* [WHAT IS NEEDED]
The lines to find are those in the entries that hold the word "frame"; copy every one of them.

DATA LISTING Start Marker

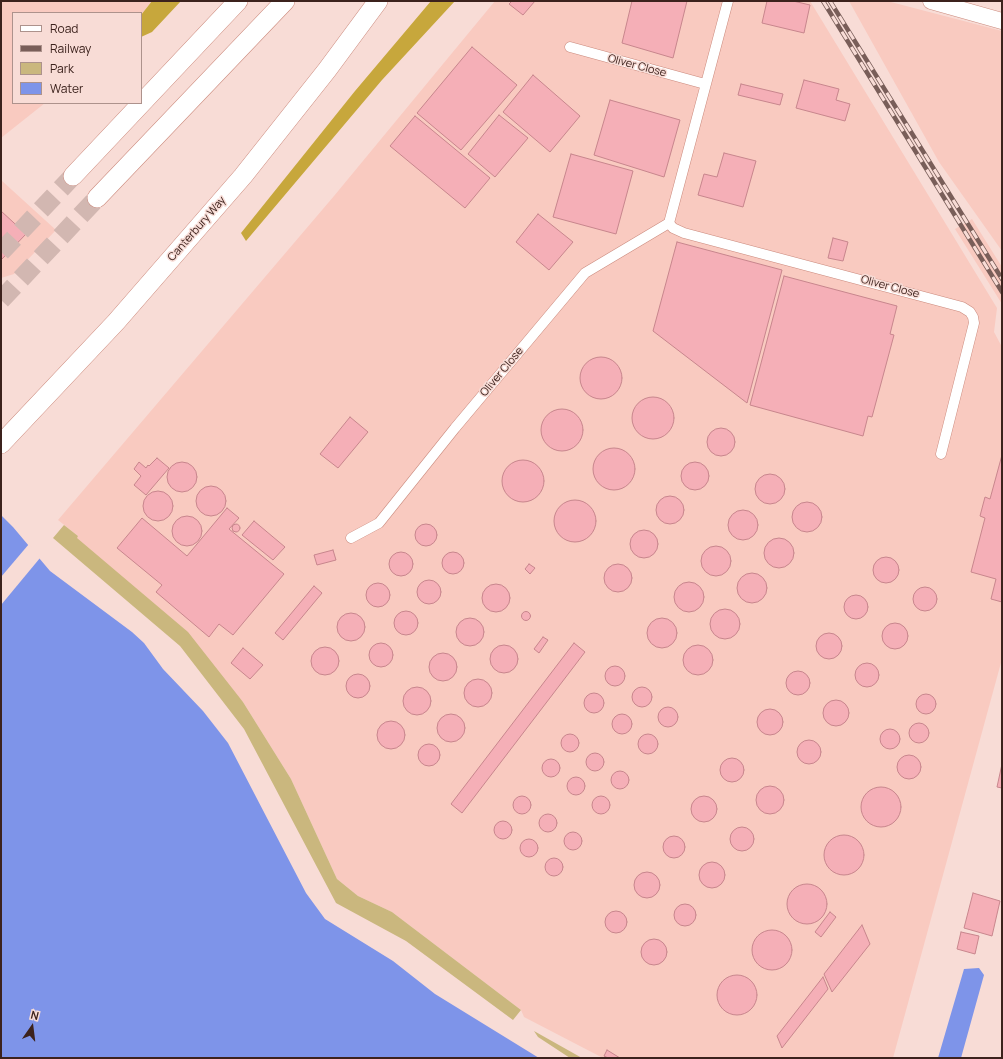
<!DOCTYPE html>
<html>
<head>
<meta charset="utf-8">
<style>
	body { margin:0 }
	#map { position:relative; width:1003px; height:1059px; overflow:hidden; background:#f8dcd6; font-family:Manrope,sans-serif }
	canvas { display:block }
	.frame { position:absolute; inset:0; border:2px solid #3c221d; pointer-events:none }
	.legend { position:absolute; left:12px; top:12px; width:130px; height:92px; box-sizing:border-box; background:#f8dcd6; border:1px solid #ad928c; margin:0; padding:5px 7px; list-style:none; font-size:12px; color:#3c221d }
	.legend li { display:flex; align-items:center; gap:8px; height:20px }
	.legend b { width:20px; border:1px solid #ad928c }
	.north { position:absolute; left:12px; top:1007px; width:40px; height:40px; -webkit-text-stroke:3px #f8dcd6; paint-order:stroke; rotate:14deg; font-size:11px; font-weight:700; line-height:16px; text-align:center; color:#3c221d }
	.north::after { content:''; display:block; margin:auto; width:14px; height:18px; background:#3c221d; clip-path:polygon(50% 0,100% 100%,50% 72%,0 100%) }
</style>
</head>
<body>
<div id="map">
<canvas width="1003" height="1059"></canvas>
<div class="frame"></div>
<ul class="legend">
<li><b style="height:5px;background:#fff"></b>Road</li>
<li><b style="height:5px;background:#795e59"></b>Railway</li>
<li><b style="height:11px;background:#cab77e"></b>Park</li>
<li><b style="height:11px;background:#7e94e9"></b>Water</li>
</ul>
<div class="north">N</div>
</div>
<script>
const g = document.querySelector('canvas').getContext('2d');
g.lineJoin = 'round';
function paint(path, color) {
  g.fillStyle = color;
  g.fill(path, 'evenodd');
}
function poly(rows) {
  const path = new Path2D();
  for (const r of rows) {
    if (r.length === 3) {
      path.moveTo(r[0] + r[2], r[1]);
      path.arc(r[0], r[1], r[2], 0, 2 * Math.PI);
      continue;
    }
    path.moveTo(r[0], r[1]);
    for (let i = 2; i < r.length; i += 2) path.lineTo(r[i], r[i + 1]);
  }
  return path;
}
function trace(path, color, width, dash) {
  g.strokeStyle = color;
  g.lineWidth = width;
  g.lineCap = dash ? 'butt' : 'round';
  g.setLineDash(dash || []);
  g.stroke(path);
}
function write(font, color, halo, rows, align = 'center') {
  g.font = font + ' Manrope,sans-serif';
  g.lineWidth = 3;
  g.setLineDash([]);
  g.textBaseline = 'middle';
  g.strokeStyle = halo;
  g.fillStyle = color;
  for (const [text, x, y, turn = 0] of rows) {
    g.save();
    g.translate(x, y);
    g.rotate((+turn || 0) * Math.PI / 180);
    g.textAlign = isNaN(turn) ? turn : align;
    if (halo) g.strokeText(text, 0, 0);
    g.fillText(text, 0, 0);
    g.restore();
  }
}
const built = poly([
	[1,1,152,1,141,15,141,13,13,13,13,103,45,103,1,138],
	[495,1,810,1,997,308,994,332,1002,347,1002,659,893,1058,603,1058,524,1017,521,1010,392,912,358,896,337,879,291,779,243,702,76,538,78,536,58,520,334,196],
	[849,1,887,1,1002,31,1002,251,939,162],
	[1,180,56,230,14,274,1,278],
	[972,219,1002,267,1002,304,955,229]
]);
const green = poly([
	[64,525,78,536,77,538,188,632,243,702,291,779,337,879,358,896,392,912,521,1010,513,1020,406,941,336,903,244,729,180,646,53,538],
	[534,1031,582,1058,570,1058,538,1037]
]);
const forest = poly([
	[152,1,181,1,152,32,141,37,141,15],
	[431,1,455,1,382,80,246,241,241,233,355,91]
]);
const water = poly([
	[1,515,13,527,50,571,132,632,144,643,163,669,203,711,228,743,306,893,325,919,393,961,435,994,539,1058,1,1058],
	[979,968,984,975,961,1058,938,1058,964,969]
]);
const pier = poly([
	[29,544,40,558,1,605,1,577]
]);
const building = poly([
	[512,1,535,1,523,15,509,4,512,1],
	[632,1,687,1,673,58,622,43,632,1],
	[767,1,793,1,810,5,804,33,762,23,767,1],
	[472,47,517,85,461,150,417,113,472,47],
	[533,75,580,116,550,152,503,112,533,75],
	[804,80,839,89,836,100,850,104,845,121,796,108,804,80],
	[741,84,783,94,780,105,738,95,741,84],
	[610,100,680,120,664,177,594,155,610,100],
	[499,115,528,138,495,177,468,154,499,115],
	[415,116,490,178,465,208,390,146,415,116],
	[724,153,756,161,743,207,698,195,704,174,717,177,724,153],
	[571,154,633,171,616,234,553,217,571,154],
	[1,211,26,234,2,259,1,258,1,211],
	[538,214,573,242,549,270,516,242,538,214],
	[833,238,848,242,843,261,828,258,833,238],
	[677,242,782,270,747,403,653,331,677,242],
	[784,276,897,306,890,334,894,335,872,417,868,416,863,436,750,405,784,276],
	[601,378,21],
	[653,418,21],
	[562,430,21],
	[350,417,368,432,338,468,320,454,350,417],
	[721,442,14],
	[614,469,21],
	[1002,455,1002,602,991,599,996,579,971,572,985,518,980,516,985,497,990,499,1002,455],
	[157,458,169,468,146,495,134,485,141,476,134,469,139,462,146,468,148,465,149,466,157,458],
	[523,481,21],
	[182,477,15],
	[695,476,14],
	[770,489,15],
	[211,501,15],
	[158,506,15],
	[670,510,14],
	[575,521,21],
	[807,517,15],
	[227,508,239,518,229,529,284,574,233,635,219,624,209,637,156,592,162,585,117,548,142,518,187,556,227,508],
	[743,525,15],
	[187,531,15],
	[254,521,285,547,273,560,242,535,254,521],
	[236,528,4],
	[426,535,11],
	[644,544,14],
	[779,553,15],
	[716,561,15],
	[333,550,336,560,317,565,314,555,333,550],
	[401,564,12],
	[453,563,11],
	[886,570,13],
	[529,564,535,568,530,574,525,569,529,564],
	[618,578,14],
	[752,588,15],
	[429,592,12],
	[689,597,15],
	[378,595,12],
	[496,598,14],
	[314,586,322,593,283,640,275,633,314,586],
	[925,599,12],
	[856,607,12],
	[725,624,15],
	[406,623,12],
	[526,616,4.5],
	[351,627,14],
	[470,632,14],
	[662,633,15],
	[895,636,13],
	[829,646,13],
	[543,637,548,640,539,653,534,649,543,637],
	[381,655,12],
	[574,643,585,652,462,813,451,804,574,643],
	[504,659,14],
	[698,660,15],
	[325,661,14],
	[243,648,263,665,250,679,231,663,243,648],
	[443,667,14],
	[867,675,12],
	[615,676,10],
	[798,683,12],
	[358,686,12],
	[478,693,14],
	[417,701,14],
	[642,697,10],
	[594,703,10],
	[926,704,10],
	[836,713,13],
	[668,717,10],
	[770,722,13],
	[451,728,14],
	[622,724,10],
	[391,735,14],
	[919,733,10],
	[890,739,10],
	[570,743,9],
	[648,744,10],
	[809,752,12],
	[429,755,11],
	[595,762,9],
	[909,767,12],
	[732,770,12],
	[551,768,9],
	[1002,764,1002,788,997,787,1002,764],
	[620,780,9],
	[576,786,9],
	[770,800,14],
	[881,807,20],
	[704,809,13],
	[522,805,9],
	[601,805,9],
	[548,823,9],
	[503,830,9],
	[742,839,12],
	[573,841,9],
	[844,855,20],
	[674,847,11],
	[529,848,9],
	[554,867,9],
	[712,875,13],
	[647,885,13],
	[807,904,20],
	[973,893,1000,901,992,936,964,928,973,893],
	[685,915,11],
	[616,922,11],
	[830,912,836,917,821,937,815,932,830,912],
	[862,925,870,944,832,992,824,974,862,925],
	[772,950,20],
	[961,932,979,936,975,954,957,949,961,932],
	[654,952,13],
	[737,995,20],
	[823,977,828,989,782,1048,777,1036,823,977],
	[607,1050,620,1058,608,1058,604,1056,607,1050]
]);
const highwayTunnel = poly([
	[1,252,73,176],
	[1,300,97,198]
]);
const street = poly([
	[728,1,669,223,673,228,684,233,962,307,970,312,973,317,974,323,941,454],
	[570,47,705,84],
	[351,538,379,523,455,428,585,273,669,223]
]);
const primary = poly([
	[931,1,1002,21]
]);
const highway = poly([
	[73,176,238,1],
	[97,198,285,1],
	[1,444,116,322,243,176,327,70,378,1]
]);
const rail = poly([
	[823,1,1002,292],
	[830,1,1002,279]
]);
const streetNames = [
	["Oliver Close",637,66,15],
	["Canterbury Way",197,229,-49],
	["Oliver Close",890,287,15],
	["Oliver Close",502,372,-50]
];
paint(built, '#f9cac0');
paint(green, '#cab77e');
paint(forest, '#c7a73c');
paint(water, '#7e94e9');
paint(pier, '#f8dcd6');
paint(building, '#f5afb7');
trace(building, '#c8868d', 1);
trace(highwayTunnel, '#d2b7b1', 19, [19, 10]);
trace(street, '#cb8a7d', 11);
trace(primary, '#cb8a7d', 17);
trace(highway, '#cb8a7d', 20);
trace(street, '#fff', 10);
trace(primary, '#fff', 16);
trace(highway, '#fff', 19);
trace(rail, '#795e59', 4.5);
trace(rail, '#f8dcd6', 3, [9]);
write('11px', '#3c221d', '#f8dcd6', streetNames);
</script>
</body>
</html>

DATA LISTING End Marker

* [RESPONSE AREA]
	.frame { position:absolute; inset:0; border:2px solid #3c221d; pointer-events:none }
<div class="frame"></div>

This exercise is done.